General information
- Type: Heritage listed building
- Location: Second Avenue, Nungarin, Western Australia
- Coordinates: 31°11′08″S 118°05′50″E﻿ / ﻿31.1856°S 118.0971°E
- Completed: 1942
- Owner: Shire of Nungarin

Western Australia Heritage Register
- Type: State Registered Place
- Designated: 5 November 1999
- Reference no.: 3482

= Nungarin Army Vehicle Workshop =

The Nungarin Army Vehicle Workshop is a heritage listed building in Nungarin, Western Australia currently operating as the Nungarin Heritage Machinery & Army Museum.

==History==
The Nungarin Army Vehicle Workshop was built by the Australian Army in 1942 for World War II. It was part of the No.5 Base Ordnance Depot. The frame of the building was prefabricated in Perth and transported to Nungarin, unusual for a building of this size and materials.
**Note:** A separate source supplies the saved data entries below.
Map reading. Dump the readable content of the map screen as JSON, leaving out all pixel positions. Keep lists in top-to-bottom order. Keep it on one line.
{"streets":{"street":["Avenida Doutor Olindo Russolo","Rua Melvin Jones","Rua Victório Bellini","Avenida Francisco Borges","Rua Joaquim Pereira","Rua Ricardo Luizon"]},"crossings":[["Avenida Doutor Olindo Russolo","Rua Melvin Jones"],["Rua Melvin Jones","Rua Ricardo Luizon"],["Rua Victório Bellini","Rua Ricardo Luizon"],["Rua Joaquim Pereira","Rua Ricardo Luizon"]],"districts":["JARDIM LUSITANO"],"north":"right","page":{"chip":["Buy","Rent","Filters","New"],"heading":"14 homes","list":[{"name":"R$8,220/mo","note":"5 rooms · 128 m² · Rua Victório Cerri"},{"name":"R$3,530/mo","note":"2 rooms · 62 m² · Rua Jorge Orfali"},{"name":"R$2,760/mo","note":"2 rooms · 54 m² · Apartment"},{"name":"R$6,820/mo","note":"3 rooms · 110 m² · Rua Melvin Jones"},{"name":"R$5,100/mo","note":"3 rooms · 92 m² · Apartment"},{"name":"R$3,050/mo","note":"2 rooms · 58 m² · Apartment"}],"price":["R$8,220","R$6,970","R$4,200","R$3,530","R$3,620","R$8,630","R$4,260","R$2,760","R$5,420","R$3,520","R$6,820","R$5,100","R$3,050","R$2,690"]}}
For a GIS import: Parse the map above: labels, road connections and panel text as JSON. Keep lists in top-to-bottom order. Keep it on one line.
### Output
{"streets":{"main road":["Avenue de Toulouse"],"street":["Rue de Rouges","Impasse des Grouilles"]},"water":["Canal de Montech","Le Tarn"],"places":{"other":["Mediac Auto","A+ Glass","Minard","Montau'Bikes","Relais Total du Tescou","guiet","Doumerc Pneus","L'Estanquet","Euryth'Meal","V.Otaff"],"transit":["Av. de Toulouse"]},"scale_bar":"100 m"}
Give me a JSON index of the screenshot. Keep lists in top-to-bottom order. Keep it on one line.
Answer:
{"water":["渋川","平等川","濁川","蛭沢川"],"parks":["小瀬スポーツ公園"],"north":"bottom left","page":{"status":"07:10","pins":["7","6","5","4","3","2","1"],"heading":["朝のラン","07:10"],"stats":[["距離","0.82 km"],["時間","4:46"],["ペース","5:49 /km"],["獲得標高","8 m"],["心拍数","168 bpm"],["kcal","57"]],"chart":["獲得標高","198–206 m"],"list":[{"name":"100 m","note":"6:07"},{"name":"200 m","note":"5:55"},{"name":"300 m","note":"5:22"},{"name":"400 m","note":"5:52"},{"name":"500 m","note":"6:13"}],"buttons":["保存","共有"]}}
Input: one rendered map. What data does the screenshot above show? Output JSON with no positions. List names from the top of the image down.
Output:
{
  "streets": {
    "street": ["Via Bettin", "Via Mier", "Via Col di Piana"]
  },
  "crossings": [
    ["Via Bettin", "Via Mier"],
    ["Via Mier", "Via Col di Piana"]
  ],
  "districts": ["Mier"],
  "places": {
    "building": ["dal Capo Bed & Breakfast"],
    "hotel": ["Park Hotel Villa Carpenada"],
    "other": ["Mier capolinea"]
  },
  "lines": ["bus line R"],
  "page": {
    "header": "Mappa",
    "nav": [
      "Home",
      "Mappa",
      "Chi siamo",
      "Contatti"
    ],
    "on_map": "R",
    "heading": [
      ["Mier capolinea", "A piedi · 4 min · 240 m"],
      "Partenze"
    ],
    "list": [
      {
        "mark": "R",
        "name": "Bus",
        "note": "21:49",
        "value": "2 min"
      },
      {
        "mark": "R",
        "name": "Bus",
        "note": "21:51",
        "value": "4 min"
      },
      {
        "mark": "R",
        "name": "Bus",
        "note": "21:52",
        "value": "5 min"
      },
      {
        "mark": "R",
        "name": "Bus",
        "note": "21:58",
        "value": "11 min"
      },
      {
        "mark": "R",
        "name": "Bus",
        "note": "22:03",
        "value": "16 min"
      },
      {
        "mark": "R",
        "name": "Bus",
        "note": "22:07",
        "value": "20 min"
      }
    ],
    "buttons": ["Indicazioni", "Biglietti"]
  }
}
After World War II, the building was sold to the Shire of Nungarin along with the rest of the base. The building is now the largest and most significant remnant of the Base Ordinance Depot. It is now home to the Nungarin Heritage Machinery and Army Museum.

==Description==
The building is one of the largest timber clad buildings in the southern hemisphere.